Let's not celebrate CrowdStrike -- let's point to a better way

by Greg Farough Contributions Published on Jul 24, 2024 04:59 PM
 Let's not celebrate CrowdStrike -- let's point to a better way

BSOD at Dulles Airport due to the CrowdStrike incident

If you read the news, went to work, or boarded a plane in the last few days, you no doubt encountered stories about the CrowdStrike incident, in which automatic updates to a Windows kernel driver pushed by a third-party security company crashed countless machines worldwide. For the first time in years, the mainstream press is actually using words like "kernel," and other words they typically avoid that would give the idea that there's anything happening behind Windows 10's flashy colors. As free software activists, we ought to take the opportunity to look at the situation and see how things could have gone differently.

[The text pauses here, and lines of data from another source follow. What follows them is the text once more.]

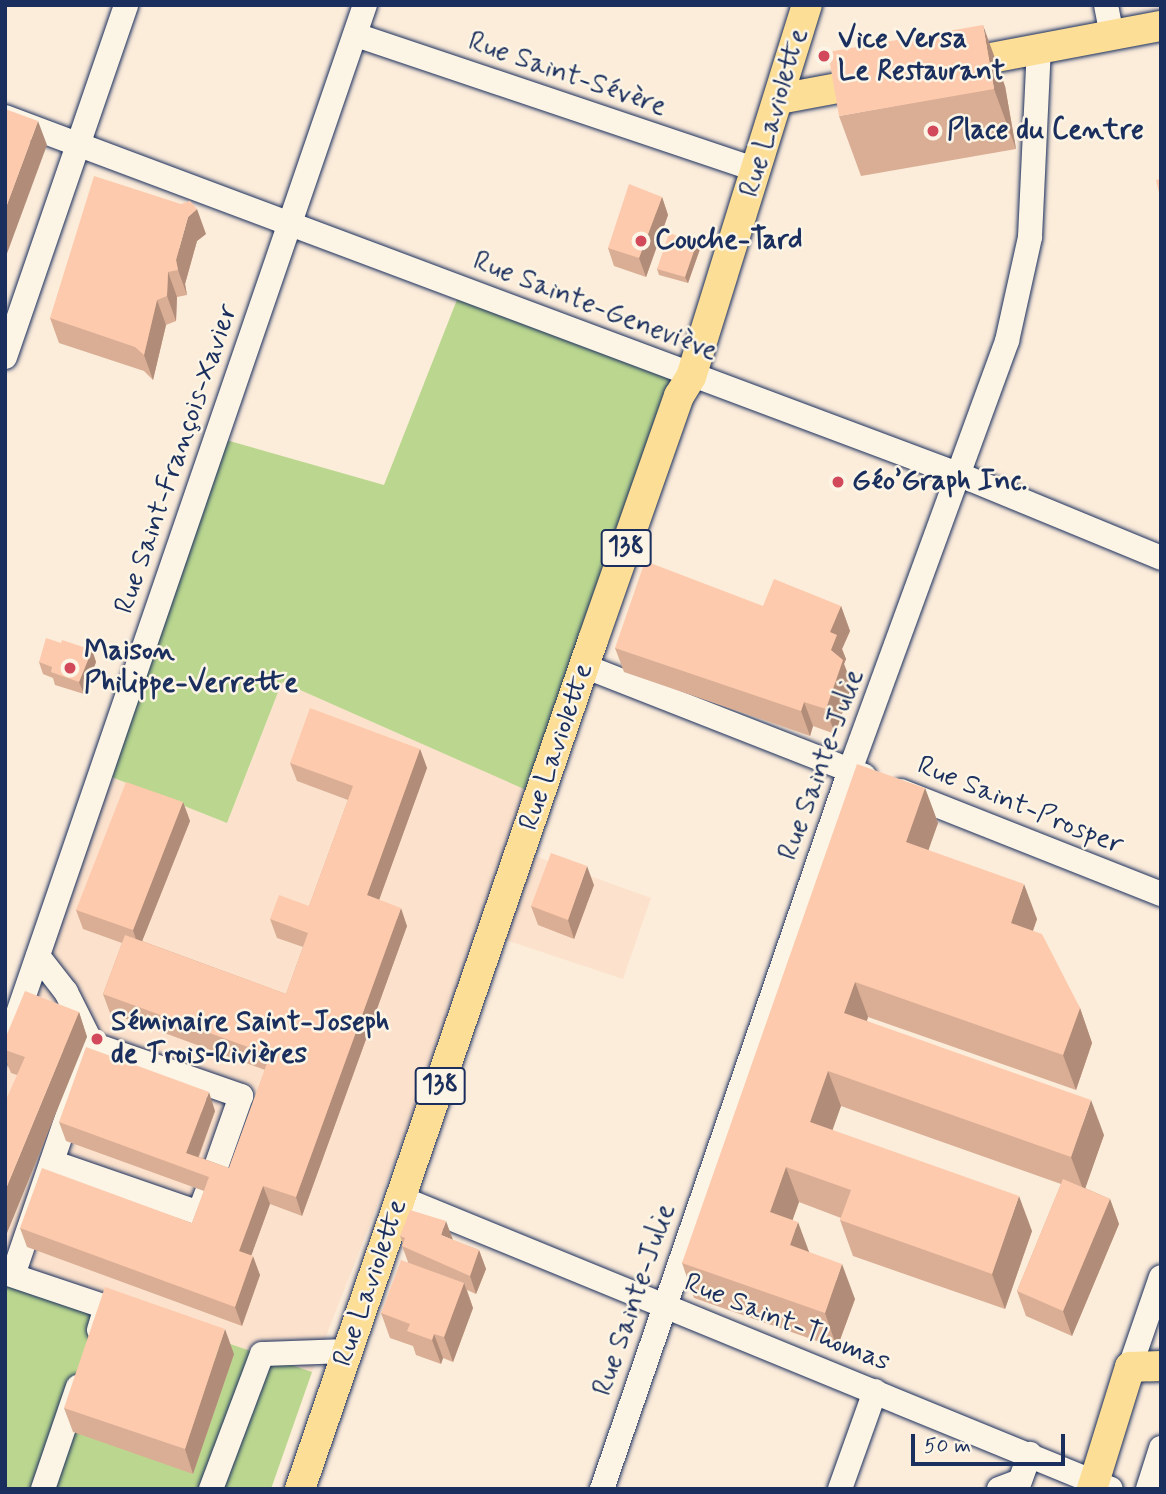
<!DOCTYPE html>
<meta charset="utf-8">
<style>
body{margin:0}
#map{position:relative;width:1166px;height:1494px;overflow:hidden;background:#fcecda;font-family:Mynerve,sans-serif}
div>[style]{position:absolute}
.built>*{inset:0;background:#fce2cc}
.green>*{inset:0;background:#bbd78f}
.roads{filter:drop-shadow(0 0 2px #1b2f5e) drop-shadow(0 0 2px #1b2f5e)}
.minor>*{height:24px;margin:-12px;padding:0 12px;transform-origin:12px;border-radius:12px;background:#fcf5e5}
.major>*{height:30px;margin:-15px;padding:0 15px;transform-origin:15px;border-radius:15px;background:#fcde96}
.wall>*{inset:0;background:#daae95}
.shaded-wall>*{inset:0;background:#b18d79}
.building>*{inset:0;background:#fdcaad}
.dots>*{width:19px;height:19px;translate:-50% -50%;box-sizing:border-box;border:4px solid #fcf5e5;border-radius:50%}
span{translate:-50% -50%;white-space:nowrap;text-align:center;line-height:1.15;-webkit-text-stroke:5px #fcf5e5;paint-order:stroke}
.shield-label span{padding:2px 5px;background:#fcf5e5;border:2px solid;border-radius:5px;-webkit-text-stroke-width:0}
.shield-label{font-size:26px;color:#1b2f5e;font-weight:700}
.poi-label{font-size:28px;color:#1b2f5e;font-weight:700}
.left{translate:0 -50%;text-align:left}
.street-label{font-size:28px;color:#1b2f5e}
.frame{position:absolute;inset:0;border:7px solid #1b2f5e;pointer-events:none}
.scale{position:absolute;left:911px;top:1434px;width:154px;height:32px;box-sizing:border-box;border:4px solid #1b2f5e;border-top:0;padding-left:9px;font-size:21px;line-height:24px;white-space:nowrap;color:#1b2f5e;-webkit-text-stroke:5px #fcf5e5;paint-order:stroke}
</style>
<div id="map">
<div class="built">
<div style="clip-path:polygon(evenodd,282px 682px,538px 795px,312px 1372px,5px 1267px,5px 1064px,109px 776px,227px 823px,282px 682px,427px 768px,374px 914px,302px 1216px,270px 1204px,246px 1270px,216px 1196px,93px 1066px,193px 1171px,236px 1187px,315px 952px,277px 937px,316px 925px,360px 805px,427px 768px)"></div>
<div style="clip-path:polygon(521px 851px,651px 898px,623px 979px,491px 935px)"></div>
</div>
<div class="green">
<div style="clip-path:polygon(462px 287px,691px 377px,533px 793px,282px 682px,227px 823px,109px 776px,226px 440px,384px 485px)"></div>
<div style="clip-path:polygon(5px 1267px,312px 1372px,271px 1489px,5px 1489px)"></div>
</div>
<div class="roads">
<div class="minor">
<div style="left:1106px;top:5px;width:32px;rotate:79deg"></div>
<div style="left:356px;top:35px;width:424px;rotate:18.6deg"></div>
<div style="left:5px;top:117px;width:1020px;rotate:20.55deg"></div>
<div style="left:960px;top:475px;width:217px;rotate:22.4deg"></div>
<div style="left:5px;top:357px;width:372px;rotate:-71deg"></div>
<div style="left:584px;top:666px;width:301px;rotate:21.4deg"></div>
<div style="left:901px;top:791px;width:280px;rotate:21.6deg"></div>
<div style="left:38px;top:956px;width:46px;rotate:52.1deg"></div>
<div style="left:66px;top:992px;width:58px;rotate:63.4deg"></div>
<div style="left:5px;top:1051px;width:1106px;rotate:-71.01deg"></div>
<div style="left:52px;top:1162px;width:156px;rotate:19.1deg"></div>
<div style="left:199px;top:1213px;width:22px;rotate:-69deg"></div>
<div style="left:401px;top:1198px;width:767px;rotate:22.29deg"></div>
<div style="left:5px;top:1273px;width:107px;rotate:18.6deg"></div>
<div style="left:106px;top:1307px;width:24px;rotate:107deg"></div>
<div style="left:13px;top:1275px;width:244px;rotate:-71.1deg"></div>
<div style="left:92px;top:1044px;width:158px;rotate:19.2deg"></div>
<div style="left:241px;top:1096px;width:87px;rotate:109.5deg"></div>
<div style="left:1130px;top:1367px;width:95px;rotate:-71deg"></div>
<div style="left:1020px;top:1481px;width:29px;rotate:-70deg"></div>
<div style="left:43px;top:1489px;width:108px;rotate:-71.1deg"></div>
<div style="left:211px;top:1489px;width:144px;rotate:-69.3deg"></div>
<div style="left:262px;top:1354px;width:86px;rotate:-2deg"></div>
<div style="left:602px;top:1489px;width:761px;rotate:-70.97deg"></div>
<div style="left:850px;top:770px;width:457px;rotate:-69.9deg"></div>
<div style="left:1007px;top:341px;width:107px;rotate:-77.5deg"></div>
<div style="left:1030px;top:237px;width:188px;rotate:-87.3deg"></div>
<div style="left:840px;top:1489px;width:104px;rotate:-70.3deg"></div>
<div style="left:999px;top:1489px;width:22px;rotate:-21deg"></div>
<div style="left:1148px;top:1489px;width:43px;rotate:-72.4deg"></div>
</div>
<div class="major">
<div style="left:954px;top:65px;width:211px;rotate:-10.7deg"></div>
<div style="left:779px;top:99px;width:98px;rotate:-10.6deg"></div>
<div style="left:300px;top:1489px;width:898px;rotate:-70.96deg"></div>
<div style="left:593px;top:640px;width:259px;rotate:-70.6deg"></div>
<div style="left:679px;top:396px;width:22px;rotate:-58deg"></div>
<div style="left:691px;top:377px;width:390px;rotate:-72.7deg"></div>
<div style="left:1092px;top:1489px;width:128px;rotate:-72.7deg"></div>
<div style="left:1130px;top:1367px;width:31px;rotate:-2deg"></div>
</div>
</div>
<div class="wall">
<div style="clip-path:polygon(1005px 86px,1016px 149px,861px 176px,839px 116px)"></div>
<div style="clip-path:polygon(662px 197px,668px 215px,646px 277px,614px 266px,608px 248px)"></div>
<div style="clip-path:polygon(206px 234px,197px 241px,185px 284px,187px 295px,177px 297px,176px 321px,166px 325px,153px 380px,144px 371px,59px 343px,50px 318px)"></div>
<div style="clip-path:polygon(700px 249px,688px 283px,659px 275px,657px 269px)"></div>
<div style="clip-path:polygon(763px 606px,841px 606px,850px 631px,842px 649px,846px 659px,844px 664px,852px 685px,835px 734px,813px 726px,810px 736px,624px 672px,615px 648px)"></div>
<div style="clip-path:polygon(61px 643px,92px 650px,96px 662px,84px 694px,55px 685px,53px 678px,43px 674px,39px 662px)"></div>
<div style="clip-path:polygon(420px 749px,427px 768px,379px 900px,407px 926px,302px 1216px,270px 1204px,251px 1256px,260px 1275px,242px 1326px,27px 1247px,20px 1228px,192px 1223px,204px 1191px,66px 1141px,59px 1122px,215px 1111px,199px 1157px,229px 1168px,265px 1070px,110px 1013px,103px 994px,122px 943px,83px 929px,76px 910px,183px 802px,190px 821px,142px 941px,286px 994px,303px 947px,277px 938px,270px 919px,309px 906px,348px 800px,297px 781px,290px 763px)"></div>
<div style="clip-path:polygon(925px 788px,938px 823px,928px 850px,1037px 919px,1033px 931px,1080px 1008px,1092px 1043px,1076px 1090px,868px 1017px,867px 1021px,1104px 1135px,1085px 1188px,1110px 1199px,1119px 1224px,1072px 1336px,1026px 1316px,1017px 1291px,1061px 1184px,841px 1106px,832px 1130px,1032px 1231px,1005px 1309px,853px 1256px,840px 1220px,841px 1218px,799px 1202px,792px 1220px,809px 1252px,855px 1299px,837px 1348px,694px 1298px,682px 1263px)"></div>
<div style="clip-path:polygon(594px 885px,574px 939px,538px 925px,531px 906px)"></div>
<div style="clip-path:polygon(79px 1012px,87px 1037px,17px 1075px,11px 1073px,5px 1058px,5px 1039px)"></div>
<div style="clip-path:polygon(400px 1236px,453px 1240px,479px 1250px,486px 1269px,476px 1294px,467px 1290px,473px 1308px,453px 1362px,443px 1358px,441px 1364px,416px 1355px,413px 1346px,390px 1338px,381px 1313px,408px 1262px,402px 1246px,403px 1244px)"></div>
<div style="clip-path:polygon(234px 1354px,193px 1474px,73px 1432px,64px 1408px)"></div>
</div>
<div class="shaded-wall">
<div style="clip-path:polygon(983px 25px,1005px 86px,1016px 149px,994px 89px)"></div>
<div style="clip-path:polygon(38px 121px,47px 145px,5px 259px,5px 210px)"></div>
<div style="clip-path:polygon(662px 197px,668px 215px,646px 277px,639px 258px)"></div>
<div style="clip-path:polygon(197px 209px,206px 234px,197px 241px,185px 284px,187px 295px,178px 270px,176px 260px,188px 217px)"></div>
<div style="clip-path:polygon(697px 242px,700px 249px,688px 283px,685px 277px)"></div>
<div style="clip-path:polygon(168px 272px,177px 297px,176px 321px,167px 296px)"></div>
<div style="clip-path:polygon(157px 300px,166px 325px,153px 380px,144px 355px)"></div>
<div style="clip-path:polygon(841px 606px,850px 631px,842px 649px,846px 659px,844px 664px,852px 685px,835px 734px,826px 709px,831px 650px,830px 632px)"></div>
<div style="clip-path:polygon(92px 650px,96px 662px,84px 694px,79px 682px)"></div>
<div style="clip-path:polygon(804px 702px,813px 726px,810px 736px,801px 711px)"></div>
<div style="clip-path:polygon(420px 749px,427px 768px,374px 914px,367px 895px)"></div>
<div style="clip-path:polygon(925px 788px,938px 823px,919px 877px,906px 842px)"></div>
<div style="clip-path:polygon(183px 802px,190px 821px,139px 949px,133px 930px)"></div>
<div style="clip-path:polygon(587px 866px,594px 885px,574px 939px,568px 920px)"></div>
<div style="clip-path:polygon(1024px 884px,1037px 919px,1023px 958px,1011px 923px)"></div>
<div style="clip-path:polygon(401px 908px,407px 926px,302px 1216px,296px 1197px)"></div>
<div style="clip-path:polygon(855px 982px,868px 1017px,857px 1048px,844px 1013px)"></div>
<div style="clip-path:polygon(1080px 1008px,1092px 1043px,1076px 1090px,1063px 1055px)"></div>
<div style="clip-path:polygon(79px 1012px,87px 1037px,5px 1238px,5px 1191px)"></div>
<div style="clip-path:polygon(828px 1071px,841px 1106px,823px 1157px,810px 1122px)"></div>
<div style="clip-path:polygon(209px 1092px,215px 1111px,193px 1171px,186px 1153px)"></div>
<div style="clip-path:polygon(1091px 1100px,1104px 1135px,1084px 1192px,1071px 1157px)"></div>
<div style="clip-path:polygon(786px 1167px,799px 1202px,783px 1247px,770px 1212px)"></div>
<div style="clip-path:polygon(263px 1186px,270px 1204px,246px 1270px,239px 1251px)"></div>
<div style="clip-path:polygon(1019px 1196px,1032px 1231px,1005px 1309px,992px 1274px)"></div>
<div style="clip-path:polygon(1110px 1199px,1119px 1224px,1072px 1336px,1063px 1311px)"></div>
<div style="clip-path:polygon(446px 1221px,453px 1240px,441px 1235px)"></div>
<div style="clip-path:polygon(798px 1222px,811px 1257px,790px 1245px)"></div>
<div style="clip-path:polygon(479px 1250px,486px 1269px,476px 1294px,470px 1276px)"></div>
<div style="clip-path:polygon(253px 1256px,260px 1275px,242px 1326px,235px 1307px)"></div>
<div style="clip-path:polygon(842px 1264px,855px 1299px,837px 1348px,825px 1313px)"></div>
<div style="clip-path:polygon(464px 1283px,473px 1308px,453px 1362px,444px 1337px)"></div>
<div style="clip-path:polygon(225px 1329px,234px 1354px,193px 1474px,185px 1449px)"></div>
<div style="clip-path:polygon(434px 1334px,443px 1358px,441px 1364px,432px 1340px)"></div>
</div>
<div class="building">
<div style="clip-path:polygon(983px 25px,994px 89px,839px 116px,828px 52px)"></div>
<div style="clip-path:polygon(5px 109px,38px 121px,5px 210px)"></div>
<div style="clip-path:polygon(94px 176px,181px 204px,190px 201px,197px 209px,188px 217px,176px 260px,178px 270px,168px 272px,167px 296px,157px 300px,144px 355px,135px 347px,50px 318px)"></div>
<div style="clip-path:polygon(1161px 179px,1161px 201px,1156px 180px)"></div>
<div style="clip-path:polygon(629px 184px,662px 197px,639px 258px,608px 248px)"></div>
<div style="clip-path:polygon(669px 233px,697px 242px,685px 277px,657px 269px)"></div>
<div style="clip-path:polygon(645px 561px,763px 606px,774px 579px,841px 606px,830px 632px,837px 635px,831px 650px,843px 660px,826px 709px,804px 702px,801px 711px,615px 648px)"></div>
<div style="clip-path:polygon(46px 638px,61px 643px,62px 640px,92px 650px,79px 682px,51px 672px,52px 667px,39px 662px)"></div>
<div style="clip-path:polygon(310px 708px,420px 749px,367px 895px,401px 908px,296px 1197px,263px 1186px,239px 1251px,253px 1256px,235px 1307px,20px 1228px,42px 1168px,192px 1223px,209px 1177px,59px 1122px,86px 1047px,209px 1092px,186px 1153px,229px 1168px,270px 1055px,103px 994px,125px 935px,286px 994px,308px 933px,270px 919px,279px 895px,309px 906px,353px 786px,290px 763px)"></div>
<div style="clip-path:polygon(857px 764px,925px 788px,906px 842px,1024px 884px,1011px 923px,1042px 934px,1080px 1008px,1063px 1055px,855px 982px,844px 1013px,1091px 1100px,1071px 1157px,828px 1071px,810px 1122px,1019px 1196px,992px 1274px,840px 1220px,851px 1190px,786px 1167px,770px 1212px,798px 1222px,790px 1245px,842px 1264px,825px 1313px,682px 1263px)"></div>
<div style="clip-path:polygon(126px 782px,183px 802px,133px 930px,76px 910px)"></div>
<div style="clip-path:polygon(551px 853px,587px 866px,568px 920px,531px 906px)"></div>
<div style="clip-path:polygon(25px 991px,79px 1012px,5px 1191px,5px 1102px,25px 1057px,5px 1050px,5px 1039px)"></div>
<div style="clip-path:polygon(1063px 1179px,1110px 1199px,1063px 1311px,1017px 1291px)"></div>
<div style="clip-path:polygon(410px 1210px,446px 1221px,441px 1235px,479px 1250px,470px 1276px,402px 1246px,405px 1238px,400px 1236px)"></div>
<div style="clip-path:polygon(401px 1260px,464px 1283px,444px 1337px,434px 1334px,432px 1340px,407px 1331px,410px 1324px,381px 1313px)"></div>
<div style="clip-path:polygon(105px 1287px,225px 1329px,185px 1449px,64px 1408px)"></div>
</div>
<div class="dots">
<div style="left:824px;top:56px;background:#d1495b"></div>
<div style="left:933px;top:131px;background:#d1495b"></div>
<div style="left:641px;top:241px;background:#d1495b"></div>
<div style="left:838px;top:482px;background:#d1495b"></div>
<div style="left:70px;top:668px;background:#d1495b"></div>
<div style="left:97px;top:1039px;background:#d1495b"></div>
</div>
<div class="shield-label">
<span style="left:626px;top:548px">138</span>
<span style="left:440px;top:1086px">138</span>
</div>
<div class="poi-label">
<span class="left" style="left:838px;top:56px">Vice Versa<br>Le Restaurant</span>
<span class="left" style="left:947px;top:131px">Place du Centre</span>
<span class="left" style="left:655px;top:241px">Couche-Tard</span>
<span class="left" style="left:852px;top:482px">Géo’Graph Inc.</span>
<span class="left" style="left:84px;top:668px">Maison<br>Philippe-Verrette</span>
<span class="left" style="left:111px;top:1039px">Séminaire Saint-Joseph<br>de Trois‑Rivières</span>
</div>
<div class="street-label">
<span style="left:567px;top:75px;rotate:19deg">Rue Saint-Sévère</span>
<span style="left:775px;top:113px;rotate:-73deg">Rue Laviolette</span>
<span style="left:595px;top:307px;rotate:21deg">Rue Sainte-Geneviève</span>
<span style="left:177px;top:459px;rotate:-71deg">Rue Saint-François-Xavier</span>
<span style="left:557px;top:747px;rotate:-71deg">Rue Laviolette</span>
<span style="left:822px;top:765px;rotate:-70deg">Rue Sainte-Julie</span>
<span style="left:1020px;top:806px;rotate:22deg">Rue Saint-Prosper</span>
<span style="left:371px;top:1283px;rotate:-71deg">Rue Laviolette</span>
<span style="left:635px;top:1300px;rotate:-71deg">Rue Sainte-Julie</span>
<span style="left:787px;top:1323px;rotate:22deg">Rue Saint-Thomas</span>
</div>
<div class="frame"></div>
<div class="scale">50 m</div>
</div>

Let's be clear: in principle, there is nothing ethically wrong with automatic updates so long as the user has made an informed choice to receive them. For instance, it's perfectly understandable that a public library might not want to pore over kernel changelogs; they simply want to receive the update and move on with their work. At the same time, software bugs happen. Free software developers know this better than anyone. The Linux(-libre) kernel does not have some mystic immunity to them. What our community does have is a social structure that, most likely, would have rectified the situation swiftly.

What free software offers is a diversity of choice. Although we can understand how the situation developed, one wonders how wise it is for so many critical services around the world to hedge their bets on a single distribution of a single operating system made by a single stupefyingly predatory monopoly in Redmond, Washington. Instead, we can imagine a more horizontal structure, where this airline and this public library are using different versions of GNU/Linux, each with their own security teams and on different versions of the Linux(-libre) kernel. For example, a library in Vietnam wouldn't necessarily be dependent on an American software company for their day-to-day work.

As of our writing, we've been unable to ascertain just how much access to the Windows kernel source code Microsoft granted to CrowdStrike engineers. (For another thing, the root cause of the problem appears to have been an error in a configuration file.) But this being the free software movement, we could guarantee that all security engineers and all stakeholders could have equal access to the source code, proving the old adage that "with enough eyes, all bugs are shallow." There is no good reason to withhold code from the public, especially code so integral to the daily functioning of so many public institutions and businesses.

In a cunning PR spin, it appears that Microsoft has started blaming the incident on third-party firms' access to kernel source and documentation. Translated out of Redmond-ese, the point they are trying to make amounts to "if only we'd been allowed to be more secretive, this wouldn't have happened!" Anyone with so much as a basic understanding of software development can see that this argument doesn't hold water, just as anyone with a basic understanding of rhetoric can appreciate the irony that the same company that develops Copilot is whinging about the need to keep code secret from others.

We also need to see that calling for a diversity of providers of nonfree software that are mere front ends for "cloud" software doesn't solve the problem. Correcting it fully requires switching to free software that runs on the user's own computer.

The Free Software Foundation is often accused of being utopian, but we are well aware that moving airlines, libraries, and every other institution affected by the CrowdStrike outage to free software is a tremendous undertaking. Given free software's distinct ethical advantage, not to mention the embarrassing damage control underway from both Microsoft and CrowdStrike, we think the move is a necessary one. The more public an institution, the more vitally it needs to be running free software.